Nevertheless, for all it says, Psalm 23 comes down to one beautiful and vivid statement of the Bible’s most important truth: God loves you.  If we really take the time and energy to thoroughly search our souls, we find that you and I desire and need God’s love more than anything.  The One God who created heaven and earth wants nothing more than for us to receive it.

Yet, in brokenness and disorientation, we run from it.  We want it on our terms.  The enemy at the table may be ourselves.  But whether the enemy comes from within or without, the enemy will not win the race for our souls.  God will.

Surely goodness and mercy shall follow me all the days of my life, and I shall dwell in the house of the LORD my whole life long.

Even in the darkest valley, the LORD who never had to love us pursues us.  Even when life’s blessings seem like crumbs, they come from an abundance that we will know in full.

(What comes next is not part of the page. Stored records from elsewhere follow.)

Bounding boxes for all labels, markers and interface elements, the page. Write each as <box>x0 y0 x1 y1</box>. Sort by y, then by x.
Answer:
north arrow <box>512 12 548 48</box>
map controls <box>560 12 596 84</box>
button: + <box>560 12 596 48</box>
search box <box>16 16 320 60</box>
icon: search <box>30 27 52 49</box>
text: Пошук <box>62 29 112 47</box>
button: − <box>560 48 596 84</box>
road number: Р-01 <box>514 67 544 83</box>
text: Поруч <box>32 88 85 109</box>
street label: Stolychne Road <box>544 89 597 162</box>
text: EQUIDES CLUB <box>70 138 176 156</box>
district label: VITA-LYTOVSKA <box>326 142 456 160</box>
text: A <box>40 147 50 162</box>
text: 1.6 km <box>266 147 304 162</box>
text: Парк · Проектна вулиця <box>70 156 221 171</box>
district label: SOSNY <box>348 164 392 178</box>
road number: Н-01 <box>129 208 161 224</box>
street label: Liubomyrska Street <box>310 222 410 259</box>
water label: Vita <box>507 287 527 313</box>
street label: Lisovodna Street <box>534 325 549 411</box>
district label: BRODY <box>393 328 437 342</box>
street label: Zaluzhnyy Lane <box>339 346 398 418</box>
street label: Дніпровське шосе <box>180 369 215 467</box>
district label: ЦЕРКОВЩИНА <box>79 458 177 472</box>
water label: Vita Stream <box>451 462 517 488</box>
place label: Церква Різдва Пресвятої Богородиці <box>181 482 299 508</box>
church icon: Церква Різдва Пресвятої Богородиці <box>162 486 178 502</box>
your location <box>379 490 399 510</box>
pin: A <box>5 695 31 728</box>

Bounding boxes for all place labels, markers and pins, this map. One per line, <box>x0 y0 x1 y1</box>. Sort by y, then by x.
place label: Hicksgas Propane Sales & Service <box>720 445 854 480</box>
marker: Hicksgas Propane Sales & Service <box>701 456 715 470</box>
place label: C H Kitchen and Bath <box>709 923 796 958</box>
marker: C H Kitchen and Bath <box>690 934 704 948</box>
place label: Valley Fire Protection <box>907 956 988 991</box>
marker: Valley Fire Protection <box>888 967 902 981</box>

God loves you and wants you home.  You can dwell with him today, any moment you choose, for the mere desire for God takes you there.  You not only dwell in the house of the LORD at some distant mysterious time after death, but now just by turning your heart to God because God is always after you.

The LORD is my shepherd,
whose grace is sufficient for me.
Why, he makes my lay down in green pastures –,
he leads me beside still waters –
he restores my soul.
He leads me down right paths for his name’s sake;
yes, and even when I walk through the darkest valley,
I fear no evil…
for my LORD, you are with me,
your rod and your staff comfort me.
You even prepare a table for me
in the presence of my enemies:
you anoint my head with oil, and my cup overflows!
Surely goodness and mercy will pursue me
all the days of my life,
and I will dwell in the house of the LORD forever.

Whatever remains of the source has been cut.